- [YOUR OBJECTIVE] For this exercise, return all the data word for word, with images left out.
*** DATASET CONTENT Section Begins ***
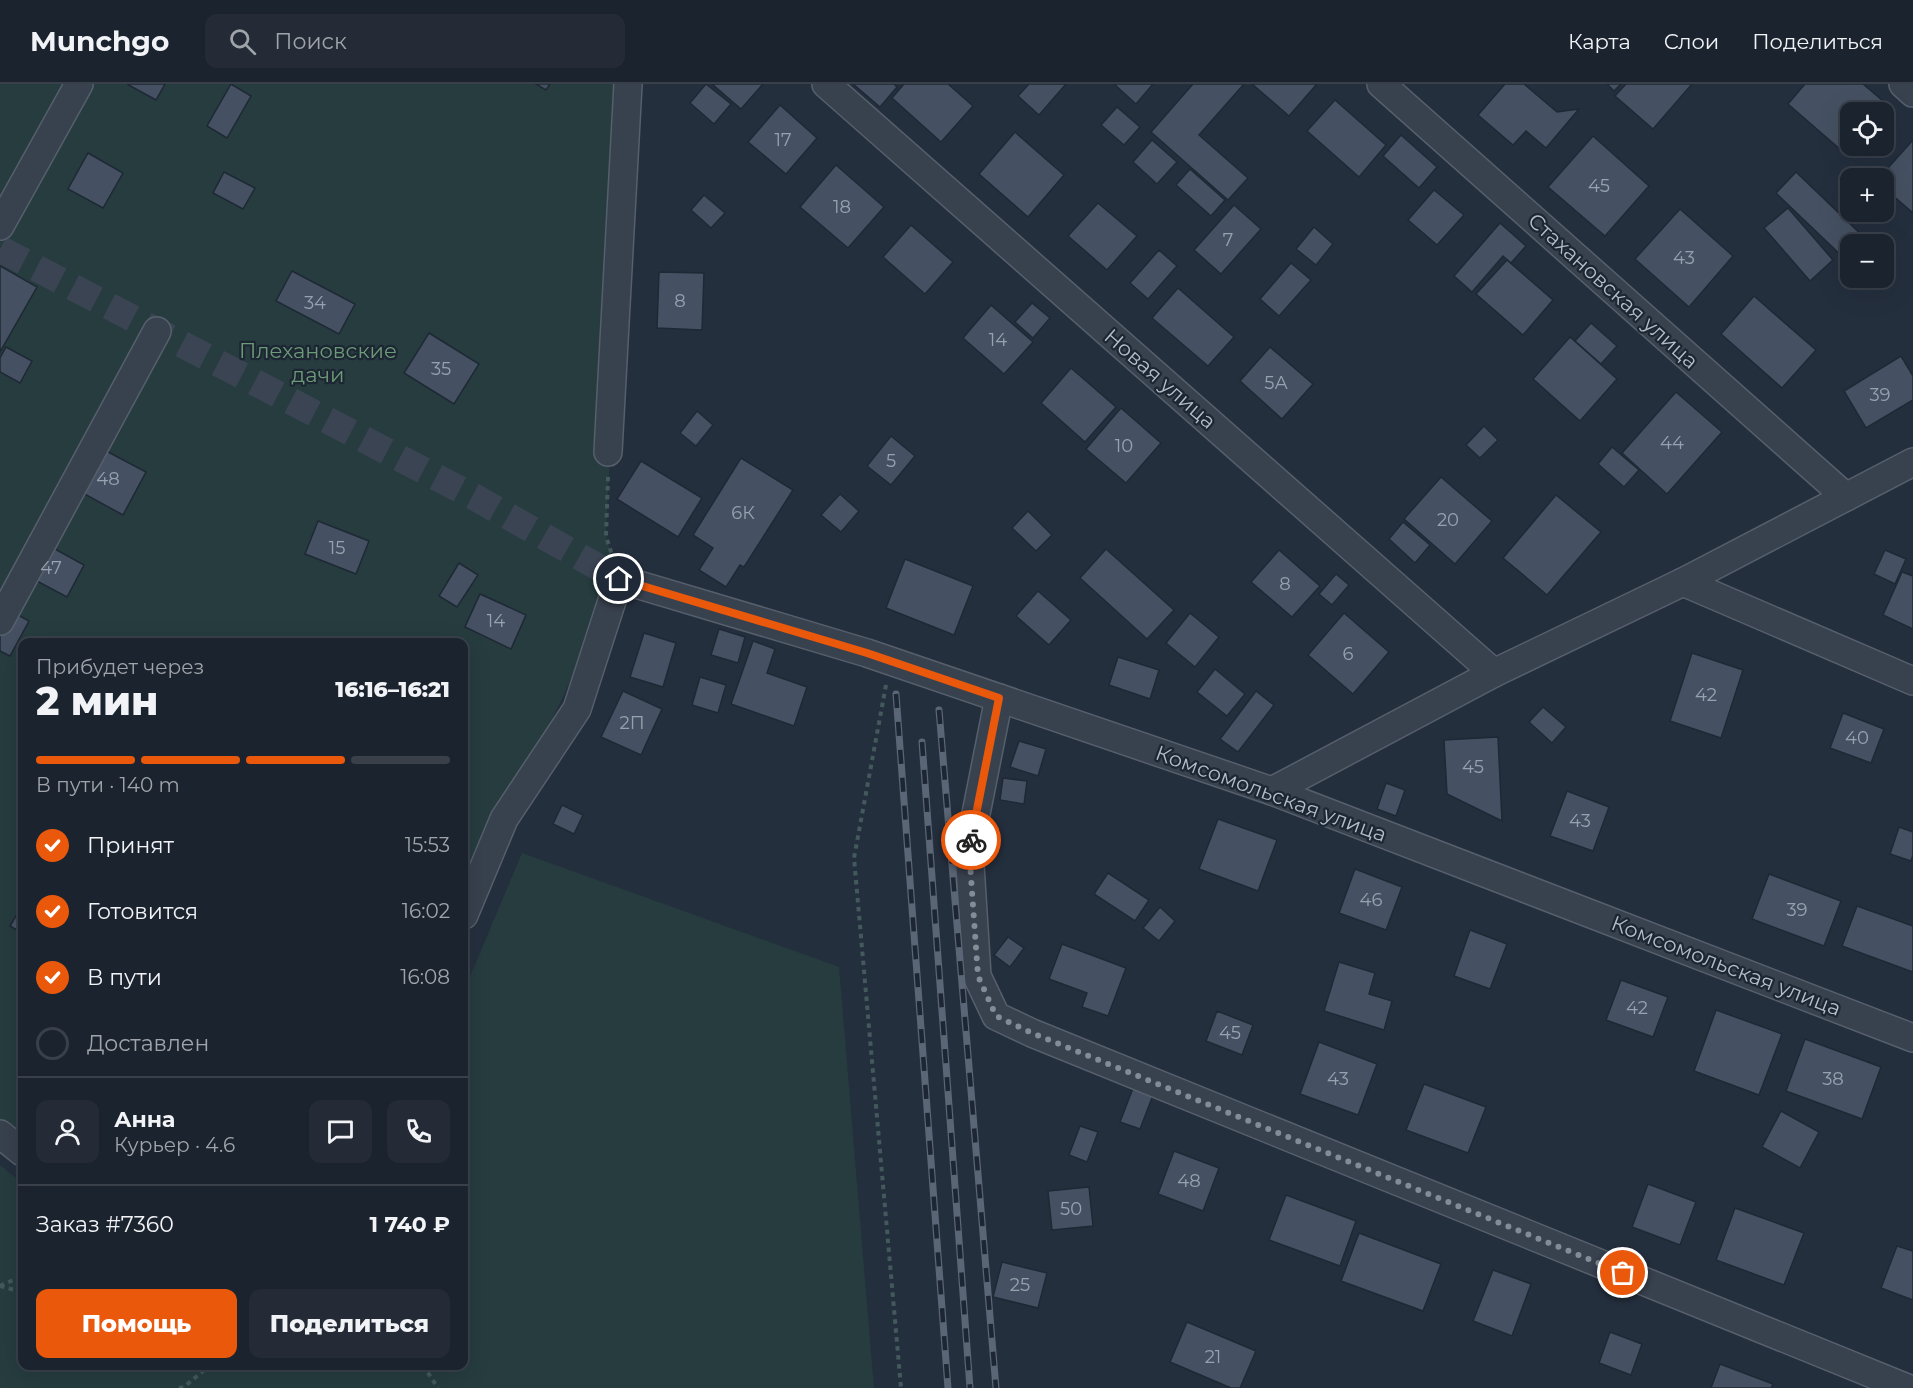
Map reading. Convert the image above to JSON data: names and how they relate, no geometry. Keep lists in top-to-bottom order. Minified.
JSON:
{"streets":{"street":["Стахановская улица","Новая улица","Комсомольская улица"]},"parks":["Плехановские дачи"],"house_numbers":["17","45","18","7","43","8","34","14","35","5А","39","44","10","5","48","6К","20","15","47","8","14","6","42","2П","40","45","43","46","39","42","45","43","38","48","50","25","21"],"page":{"header":"Munchgo","search":"Поиск","nav":["Карта","Слои","Поделиться"],"map_buttons":["+","−"],"heading":["2 мин","Прибудет через","16:16–16:21"],"panel":["Анна","Курьер · 4.6","Заказ #7360","1 740 ₽"],"bar":"В пути · 140 m","list":[["Принят","15:53"],["Готовится","16:02"],["В пути","16:08"],"Доставлен"],"buttons":["Помощь","Поделиться"]}}
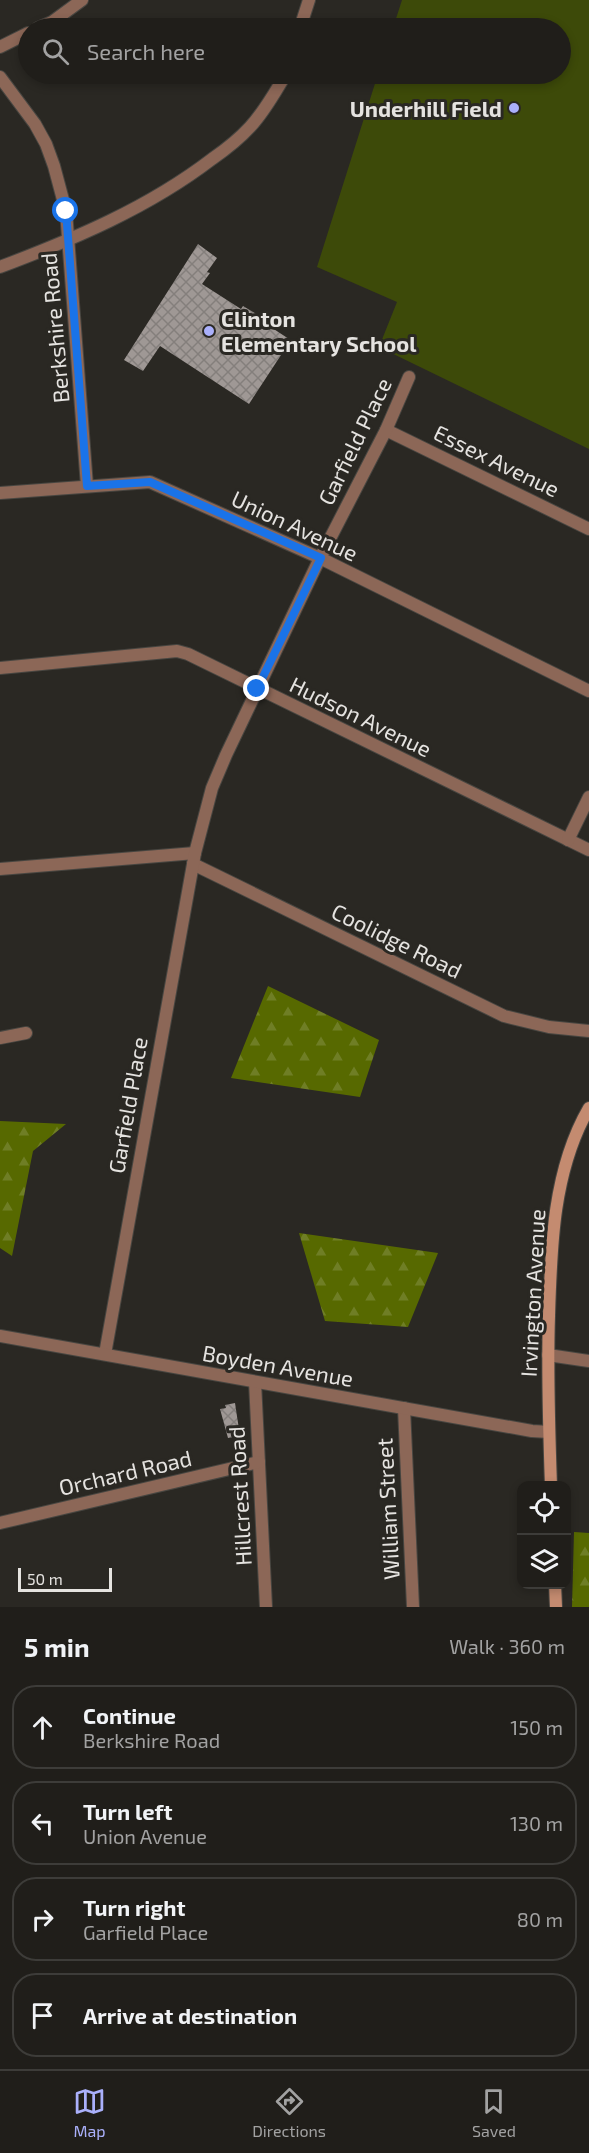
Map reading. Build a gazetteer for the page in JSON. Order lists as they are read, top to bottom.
*** DATASET CONTENT Section Ends ***
- [WRITTEN ANSWER]
Map reading. Convert the image above to JSON data: names and how they relate, no geometry. Keep lists in top-to-bottom order. Minified.
JSON:
{"streets":{"street":["Стахановская улица","Новая улица","Комсомольская улица"]},"parks":["Плехановские дачи"],"house_numbers":["17","45","18","7","43","8","34","14","35","5А","39","44","10","5","48","6К","20","15","47","8","14","6","42","2П","40","45","43","46","39","42","45","43","38","48","50","25","21"],"page":{"header":"Munchgo","search":"Поиск","nav":["Карта","Слои","Поделиться"],"map_buttons":["+","−"],"heading":["2 мин","Прибудет через","16:16–16:21"],"panel":["Анна","Курьер · 4.6","Заказ #7360","1 740 ₽"],"bar":"В пути · 140 m","list":[["Принят","15:53"],["Готовится","16:02"],["В пути","16:08"],"Доставлен"],"buttons":["Помощь","Поделиться"]}}
Map reading. Build a gazetteer for the page in JSON. Order lists as they are read, top to bottom.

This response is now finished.